Restate word for word the lines of the entries below, starting with the line that holds "I am building a map index. Describe" and ending with the line that holds "I am building a map index. Give", and no others.
START DATA SUPPLIED
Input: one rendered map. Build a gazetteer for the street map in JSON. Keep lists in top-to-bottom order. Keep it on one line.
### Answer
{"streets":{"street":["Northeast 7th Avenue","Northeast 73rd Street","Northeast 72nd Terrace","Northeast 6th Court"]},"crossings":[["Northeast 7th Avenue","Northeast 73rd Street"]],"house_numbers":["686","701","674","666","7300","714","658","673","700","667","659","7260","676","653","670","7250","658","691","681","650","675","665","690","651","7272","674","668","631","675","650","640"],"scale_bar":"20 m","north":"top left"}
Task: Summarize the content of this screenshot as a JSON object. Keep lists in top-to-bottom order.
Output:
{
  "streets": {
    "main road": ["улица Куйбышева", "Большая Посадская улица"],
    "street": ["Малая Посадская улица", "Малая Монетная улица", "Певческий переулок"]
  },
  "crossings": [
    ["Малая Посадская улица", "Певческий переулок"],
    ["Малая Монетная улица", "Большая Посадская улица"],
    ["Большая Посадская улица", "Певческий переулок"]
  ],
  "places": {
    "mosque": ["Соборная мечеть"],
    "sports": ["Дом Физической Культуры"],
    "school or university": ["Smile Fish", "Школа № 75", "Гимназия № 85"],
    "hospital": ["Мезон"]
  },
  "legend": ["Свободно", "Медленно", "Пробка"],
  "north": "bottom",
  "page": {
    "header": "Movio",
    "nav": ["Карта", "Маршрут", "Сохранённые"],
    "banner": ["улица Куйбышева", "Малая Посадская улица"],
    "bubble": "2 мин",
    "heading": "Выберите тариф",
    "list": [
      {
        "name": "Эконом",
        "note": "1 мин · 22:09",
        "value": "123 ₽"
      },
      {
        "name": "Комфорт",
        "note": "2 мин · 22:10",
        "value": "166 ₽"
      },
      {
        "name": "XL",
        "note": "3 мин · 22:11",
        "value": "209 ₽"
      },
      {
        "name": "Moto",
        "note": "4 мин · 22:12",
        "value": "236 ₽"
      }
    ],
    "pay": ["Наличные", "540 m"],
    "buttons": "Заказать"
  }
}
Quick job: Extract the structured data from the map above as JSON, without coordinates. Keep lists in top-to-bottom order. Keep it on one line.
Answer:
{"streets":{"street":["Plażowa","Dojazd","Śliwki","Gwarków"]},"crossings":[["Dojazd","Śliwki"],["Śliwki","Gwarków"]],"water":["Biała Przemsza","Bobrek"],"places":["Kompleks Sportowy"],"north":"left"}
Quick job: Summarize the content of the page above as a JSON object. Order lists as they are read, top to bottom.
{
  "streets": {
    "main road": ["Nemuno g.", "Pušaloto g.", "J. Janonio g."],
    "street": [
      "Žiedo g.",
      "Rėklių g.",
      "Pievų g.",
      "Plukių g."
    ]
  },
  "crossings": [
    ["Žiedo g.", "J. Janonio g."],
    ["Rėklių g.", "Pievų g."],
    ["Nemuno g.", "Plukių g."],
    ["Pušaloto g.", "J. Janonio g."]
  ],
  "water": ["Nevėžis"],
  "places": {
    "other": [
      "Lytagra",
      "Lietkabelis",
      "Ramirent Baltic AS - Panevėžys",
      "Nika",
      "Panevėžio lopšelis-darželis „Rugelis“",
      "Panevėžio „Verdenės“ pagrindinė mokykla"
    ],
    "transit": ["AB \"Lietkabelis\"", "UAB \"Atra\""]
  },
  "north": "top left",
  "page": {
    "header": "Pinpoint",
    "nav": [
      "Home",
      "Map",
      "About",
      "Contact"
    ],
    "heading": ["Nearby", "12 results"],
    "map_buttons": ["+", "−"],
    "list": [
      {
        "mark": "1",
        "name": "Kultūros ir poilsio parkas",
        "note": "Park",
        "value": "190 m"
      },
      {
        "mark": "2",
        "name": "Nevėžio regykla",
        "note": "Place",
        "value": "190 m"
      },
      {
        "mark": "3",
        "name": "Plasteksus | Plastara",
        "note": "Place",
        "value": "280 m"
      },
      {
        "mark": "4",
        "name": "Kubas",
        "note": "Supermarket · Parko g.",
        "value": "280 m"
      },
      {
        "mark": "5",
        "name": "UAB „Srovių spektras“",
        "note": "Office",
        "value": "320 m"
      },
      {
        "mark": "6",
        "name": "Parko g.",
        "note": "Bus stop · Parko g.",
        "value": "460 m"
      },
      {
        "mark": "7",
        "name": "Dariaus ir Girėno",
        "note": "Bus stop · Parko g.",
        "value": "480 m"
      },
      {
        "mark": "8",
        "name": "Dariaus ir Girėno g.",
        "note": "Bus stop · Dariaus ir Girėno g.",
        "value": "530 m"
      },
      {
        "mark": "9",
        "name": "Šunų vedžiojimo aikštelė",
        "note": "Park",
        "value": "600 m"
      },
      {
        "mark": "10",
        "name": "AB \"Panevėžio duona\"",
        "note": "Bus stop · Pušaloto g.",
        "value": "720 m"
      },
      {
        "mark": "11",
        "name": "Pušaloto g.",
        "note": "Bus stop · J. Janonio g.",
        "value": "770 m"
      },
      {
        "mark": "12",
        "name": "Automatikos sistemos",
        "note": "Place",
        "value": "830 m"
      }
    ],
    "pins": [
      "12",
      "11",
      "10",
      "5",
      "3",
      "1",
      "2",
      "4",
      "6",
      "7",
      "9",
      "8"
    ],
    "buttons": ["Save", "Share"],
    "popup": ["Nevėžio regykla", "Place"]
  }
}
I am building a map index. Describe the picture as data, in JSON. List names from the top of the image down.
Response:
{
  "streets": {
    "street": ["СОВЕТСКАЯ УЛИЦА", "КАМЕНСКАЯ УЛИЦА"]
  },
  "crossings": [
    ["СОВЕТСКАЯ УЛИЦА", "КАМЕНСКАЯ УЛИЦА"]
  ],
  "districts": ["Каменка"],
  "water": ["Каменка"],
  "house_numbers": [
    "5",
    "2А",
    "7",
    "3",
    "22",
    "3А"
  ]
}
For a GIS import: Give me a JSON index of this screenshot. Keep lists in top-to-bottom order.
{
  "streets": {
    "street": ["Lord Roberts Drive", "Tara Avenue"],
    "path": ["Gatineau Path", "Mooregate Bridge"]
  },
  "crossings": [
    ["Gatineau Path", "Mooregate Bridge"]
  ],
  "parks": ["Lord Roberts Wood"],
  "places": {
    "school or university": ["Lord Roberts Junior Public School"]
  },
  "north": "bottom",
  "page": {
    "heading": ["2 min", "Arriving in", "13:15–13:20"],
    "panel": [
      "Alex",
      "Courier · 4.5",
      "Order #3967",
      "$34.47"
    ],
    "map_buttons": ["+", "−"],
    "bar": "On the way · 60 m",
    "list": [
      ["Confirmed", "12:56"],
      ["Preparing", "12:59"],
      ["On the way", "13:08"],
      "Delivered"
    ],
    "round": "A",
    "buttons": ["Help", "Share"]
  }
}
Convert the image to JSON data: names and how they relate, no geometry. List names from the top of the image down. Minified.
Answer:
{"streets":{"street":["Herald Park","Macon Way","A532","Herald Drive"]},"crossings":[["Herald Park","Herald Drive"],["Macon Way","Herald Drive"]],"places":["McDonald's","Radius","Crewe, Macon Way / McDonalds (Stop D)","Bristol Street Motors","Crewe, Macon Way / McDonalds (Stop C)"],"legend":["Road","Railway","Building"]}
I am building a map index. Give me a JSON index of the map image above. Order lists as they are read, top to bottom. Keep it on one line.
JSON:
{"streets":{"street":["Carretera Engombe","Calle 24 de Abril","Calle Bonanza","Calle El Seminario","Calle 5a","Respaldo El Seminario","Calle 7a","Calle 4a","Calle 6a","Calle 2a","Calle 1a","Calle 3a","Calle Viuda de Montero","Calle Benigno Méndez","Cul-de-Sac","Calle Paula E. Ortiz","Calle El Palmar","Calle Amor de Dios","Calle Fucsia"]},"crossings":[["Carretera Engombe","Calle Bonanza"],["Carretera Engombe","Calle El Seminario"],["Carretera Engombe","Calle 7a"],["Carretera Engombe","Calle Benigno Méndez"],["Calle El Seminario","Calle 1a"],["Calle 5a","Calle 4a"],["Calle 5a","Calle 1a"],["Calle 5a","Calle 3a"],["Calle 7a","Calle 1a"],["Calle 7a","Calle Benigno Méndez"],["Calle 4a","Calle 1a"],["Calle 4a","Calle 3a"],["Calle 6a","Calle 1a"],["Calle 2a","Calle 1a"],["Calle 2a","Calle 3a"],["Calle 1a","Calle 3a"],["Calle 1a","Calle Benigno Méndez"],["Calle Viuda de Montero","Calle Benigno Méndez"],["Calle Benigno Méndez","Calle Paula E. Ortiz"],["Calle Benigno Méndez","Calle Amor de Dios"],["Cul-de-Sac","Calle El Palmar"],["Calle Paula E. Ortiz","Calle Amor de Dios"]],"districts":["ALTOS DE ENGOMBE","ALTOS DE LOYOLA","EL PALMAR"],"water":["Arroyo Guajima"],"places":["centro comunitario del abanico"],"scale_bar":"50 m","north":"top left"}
END DATA SUPPLIED
▶ [WRITTEN SOLUTION]:
I am building a map index. Describe the picture as data, in JSON. List names from the top of the image down.
Response:
{
  "streets": {
    "street": ["СОВЕТСКАЯ УЛИЦА", "КАМЕНСКАЯ УЛИЦА"]
  },
  "crossings": [
    ["СОВЕТСКАЯ УЛИЦА", "КАМЕНСКАЯ УЛИЦА"]
  ],
  "districts": ["Каменка"],
  "water": ["Каменка"],
  "house_numbers": [
    "5",
    "2А",
    "7",
    "3",
    "22",
    "3А"
  ]
}
For a GIS import: Give me a JSON index of this screenshot. Keep lists in top-to-bottom order.
{
  "streets": {
    "street": ["Lord Roberts Drive", "Tara Avenue"],
    "path": ["Gatineau Path", "Mooregate Bridge"]
  },
  "crossings": [
    ["Gatineau Path", "Mooregate Bridge"]
  ],
  "parks": ["Lord Roberts Wood"],
  "places": {
    "school or university": ["Lord Roberts Junior Public School"]
  },
  "north": "bottom",
  "page": {
    "heading": ["2 min", "Arriving in", "13:15–13:20"],
    "panel": [
      "Alex",
      "Courier · 4.5",
      "Order #3967",
      "$34.47"
    ],
    "map_buttons": ["+", "−"],
    "bar": "On the way · 60 m",
    "list": [
      ["Confirmed", "12:56"],
      ["Preparing", "12:59"],
      ["On the way", "13:08"],
      "Delivered"
    ],
    "round": "A",
    "buttons": ["Help", "Share"]
  }
}
Convert the image to JSON data: names and how they relate, no geometry. List names from the top of the image down. Minified.
Answer:
{"streets":{"street":["Herald Park","Macon Way","A532","Herald Drive"]},"crossings":[["Herald Park","Herald Drive"],["Macon Way","Herald Drive"]],"places":["McDonald's","Radius","Crewe, Macon Way / McDonalds (Stop D)","Bristol Street Motors","Crewe, Macon Way / McDonalds (Stop C)"],"legend":["Road","Railway","Building"]}
I am building a map index. Give me a JSON index of the map image above. Order lists as they are read, top to bottom. Keep it on one line.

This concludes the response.